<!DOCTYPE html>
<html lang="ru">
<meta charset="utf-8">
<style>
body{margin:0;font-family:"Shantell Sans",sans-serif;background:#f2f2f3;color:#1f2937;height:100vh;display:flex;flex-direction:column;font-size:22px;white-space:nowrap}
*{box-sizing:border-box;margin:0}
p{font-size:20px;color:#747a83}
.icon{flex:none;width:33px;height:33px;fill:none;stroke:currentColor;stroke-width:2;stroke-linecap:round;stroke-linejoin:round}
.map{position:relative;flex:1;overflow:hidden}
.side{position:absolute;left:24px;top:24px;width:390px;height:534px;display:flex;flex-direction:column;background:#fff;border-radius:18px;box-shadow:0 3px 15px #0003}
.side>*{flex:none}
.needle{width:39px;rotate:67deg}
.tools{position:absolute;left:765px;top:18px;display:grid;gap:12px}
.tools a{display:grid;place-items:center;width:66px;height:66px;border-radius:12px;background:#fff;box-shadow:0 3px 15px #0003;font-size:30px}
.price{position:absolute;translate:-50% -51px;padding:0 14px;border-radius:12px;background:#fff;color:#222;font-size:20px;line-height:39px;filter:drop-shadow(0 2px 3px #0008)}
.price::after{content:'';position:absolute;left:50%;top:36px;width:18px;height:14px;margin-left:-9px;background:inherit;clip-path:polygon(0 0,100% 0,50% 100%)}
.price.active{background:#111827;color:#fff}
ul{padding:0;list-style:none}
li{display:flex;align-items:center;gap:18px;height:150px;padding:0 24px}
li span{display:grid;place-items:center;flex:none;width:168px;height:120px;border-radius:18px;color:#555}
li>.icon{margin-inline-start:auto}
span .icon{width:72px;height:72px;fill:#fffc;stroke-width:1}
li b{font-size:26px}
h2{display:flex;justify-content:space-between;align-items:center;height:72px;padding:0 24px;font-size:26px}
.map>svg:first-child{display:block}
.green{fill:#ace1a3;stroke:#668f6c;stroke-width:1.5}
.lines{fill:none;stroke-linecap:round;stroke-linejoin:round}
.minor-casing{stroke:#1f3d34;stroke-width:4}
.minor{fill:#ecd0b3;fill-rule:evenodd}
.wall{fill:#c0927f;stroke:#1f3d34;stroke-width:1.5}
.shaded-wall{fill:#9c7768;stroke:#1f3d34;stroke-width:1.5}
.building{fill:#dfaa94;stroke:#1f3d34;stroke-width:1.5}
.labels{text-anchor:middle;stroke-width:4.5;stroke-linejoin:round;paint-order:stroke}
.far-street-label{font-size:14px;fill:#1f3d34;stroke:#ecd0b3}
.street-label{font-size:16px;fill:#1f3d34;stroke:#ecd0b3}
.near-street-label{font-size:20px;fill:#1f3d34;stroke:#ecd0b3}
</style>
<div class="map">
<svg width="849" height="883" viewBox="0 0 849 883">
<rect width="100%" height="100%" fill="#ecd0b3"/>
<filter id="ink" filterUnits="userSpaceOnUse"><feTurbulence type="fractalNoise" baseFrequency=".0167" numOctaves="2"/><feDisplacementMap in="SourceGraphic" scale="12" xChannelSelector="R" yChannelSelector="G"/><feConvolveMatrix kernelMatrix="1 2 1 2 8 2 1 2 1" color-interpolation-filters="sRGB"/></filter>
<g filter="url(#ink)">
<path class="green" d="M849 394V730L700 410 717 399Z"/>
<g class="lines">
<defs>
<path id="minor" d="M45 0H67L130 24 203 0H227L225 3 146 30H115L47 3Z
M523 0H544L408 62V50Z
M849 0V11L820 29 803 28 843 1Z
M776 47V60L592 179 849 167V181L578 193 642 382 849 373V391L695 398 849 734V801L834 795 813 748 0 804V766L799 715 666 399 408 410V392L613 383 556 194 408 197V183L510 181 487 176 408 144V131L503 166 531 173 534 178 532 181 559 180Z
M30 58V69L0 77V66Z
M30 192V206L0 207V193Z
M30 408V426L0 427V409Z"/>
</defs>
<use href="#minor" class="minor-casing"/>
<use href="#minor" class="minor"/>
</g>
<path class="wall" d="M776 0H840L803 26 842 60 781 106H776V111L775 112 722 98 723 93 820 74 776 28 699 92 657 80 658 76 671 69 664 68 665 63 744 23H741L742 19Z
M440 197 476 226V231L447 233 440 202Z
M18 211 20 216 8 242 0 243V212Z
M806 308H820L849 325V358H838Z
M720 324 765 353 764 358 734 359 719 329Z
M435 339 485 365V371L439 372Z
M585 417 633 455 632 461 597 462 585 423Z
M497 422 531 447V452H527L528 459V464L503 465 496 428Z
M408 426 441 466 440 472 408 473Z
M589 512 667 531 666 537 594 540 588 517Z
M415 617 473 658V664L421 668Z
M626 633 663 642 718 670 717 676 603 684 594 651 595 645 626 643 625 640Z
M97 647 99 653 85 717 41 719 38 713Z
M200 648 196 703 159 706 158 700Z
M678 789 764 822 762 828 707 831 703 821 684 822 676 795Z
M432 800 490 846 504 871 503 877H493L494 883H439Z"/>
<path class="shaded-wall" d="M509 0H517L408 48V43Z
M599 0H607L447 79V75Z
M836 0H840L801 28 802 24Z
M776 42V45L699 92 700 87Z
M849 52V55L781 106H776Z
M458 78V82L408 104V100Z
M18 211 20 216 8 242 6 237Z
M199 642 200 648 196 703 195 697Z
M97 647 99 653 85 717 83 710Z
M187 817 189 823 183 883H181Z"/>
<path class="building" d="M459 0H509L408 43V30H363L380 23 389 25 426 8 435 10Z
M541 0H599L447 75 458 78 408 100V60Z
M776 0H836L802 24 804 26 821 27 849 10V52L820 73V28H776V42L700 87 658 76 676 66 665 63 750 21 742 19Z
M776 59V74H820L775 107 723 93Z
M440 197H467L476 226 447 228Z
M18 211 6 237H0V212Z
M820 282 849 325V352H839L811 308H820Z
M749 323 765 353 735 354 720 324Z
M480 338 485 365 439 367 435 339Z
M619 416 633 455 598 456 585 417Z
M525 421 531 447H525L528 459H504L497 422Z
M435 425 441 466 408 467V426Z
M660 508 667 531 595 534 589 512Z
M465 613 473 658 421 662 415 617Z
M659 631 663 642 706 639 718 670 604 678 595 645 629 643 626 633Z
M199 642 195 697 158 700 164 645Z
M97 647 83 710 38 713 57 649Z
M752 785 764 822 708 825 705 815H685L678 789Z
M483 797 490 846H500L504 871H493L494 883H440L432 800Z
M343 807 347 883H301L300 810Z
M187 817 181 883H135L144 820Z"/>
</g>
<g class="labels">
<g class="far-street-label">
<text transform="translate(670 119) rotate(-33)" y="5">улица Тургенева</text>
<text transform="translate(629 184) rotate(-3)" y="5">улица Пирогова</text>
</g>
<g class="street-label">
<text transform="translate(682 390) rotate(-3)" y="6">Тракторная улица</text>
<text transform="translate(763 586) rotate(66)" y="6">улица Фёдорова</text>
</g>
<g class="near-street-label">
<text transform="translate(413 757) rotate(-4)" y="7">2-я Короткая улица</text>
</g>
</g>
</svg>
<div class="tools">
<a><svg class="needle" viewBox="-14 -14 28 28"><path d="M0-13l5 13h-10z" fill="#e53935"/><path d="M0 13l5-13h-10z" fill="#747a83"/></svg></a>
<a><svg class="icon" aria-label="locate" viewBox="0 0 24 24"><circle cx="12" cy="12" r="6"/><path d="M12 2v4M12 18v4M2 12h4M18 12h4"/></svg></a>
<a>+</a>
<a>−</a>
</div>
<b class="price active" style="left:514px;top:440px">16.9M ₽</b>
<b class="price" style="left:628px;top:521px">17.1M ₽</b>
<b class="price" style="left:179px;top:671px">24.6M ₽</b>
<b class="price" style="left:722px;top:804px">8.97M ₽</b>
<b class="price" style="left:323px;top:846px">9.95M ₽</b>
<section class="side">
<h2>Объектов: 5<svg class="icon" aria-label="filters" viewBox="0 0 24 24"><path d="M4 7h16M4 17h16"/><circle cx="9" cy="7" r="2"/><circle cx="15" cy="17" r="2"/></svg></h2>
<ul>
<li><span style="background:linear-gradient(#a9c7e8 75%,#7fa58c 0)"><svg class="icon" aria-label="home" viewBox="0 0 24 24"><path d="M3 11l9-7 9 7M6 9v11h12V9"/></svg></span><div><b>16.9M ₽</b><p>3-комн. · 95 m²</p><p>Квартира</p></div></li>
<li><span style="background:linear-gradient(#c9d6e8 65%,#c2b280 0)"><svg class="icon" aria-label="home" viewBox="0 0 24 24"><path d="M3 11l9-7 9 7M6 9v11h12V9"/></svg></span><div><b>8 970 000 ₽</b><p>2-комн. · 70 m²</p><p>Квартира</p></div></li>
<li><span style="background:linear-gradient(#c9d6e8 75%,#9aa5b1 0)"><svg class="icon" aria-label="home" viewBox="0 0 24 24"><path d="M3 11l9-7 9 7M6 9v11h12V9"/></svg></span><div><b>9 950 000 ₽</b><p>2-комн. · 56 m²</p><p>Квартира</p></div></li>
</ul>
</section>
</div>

**Work to be completed:**
In the records above, collect each line with "linejoin".

**Answer below:**
.icon{flex:none;width:33px;height:33px;fill:none;stroke:currentColor;stroke-width:2;stroke-linecap:round;stroke-linejoin:round}
.lines{fill:none;stroke-linecap:round;stroke-linejoin:round}
.labels{text-anchor:middle;stroke-width:4.5;stroke-linejoin:round;paint-order:stroke}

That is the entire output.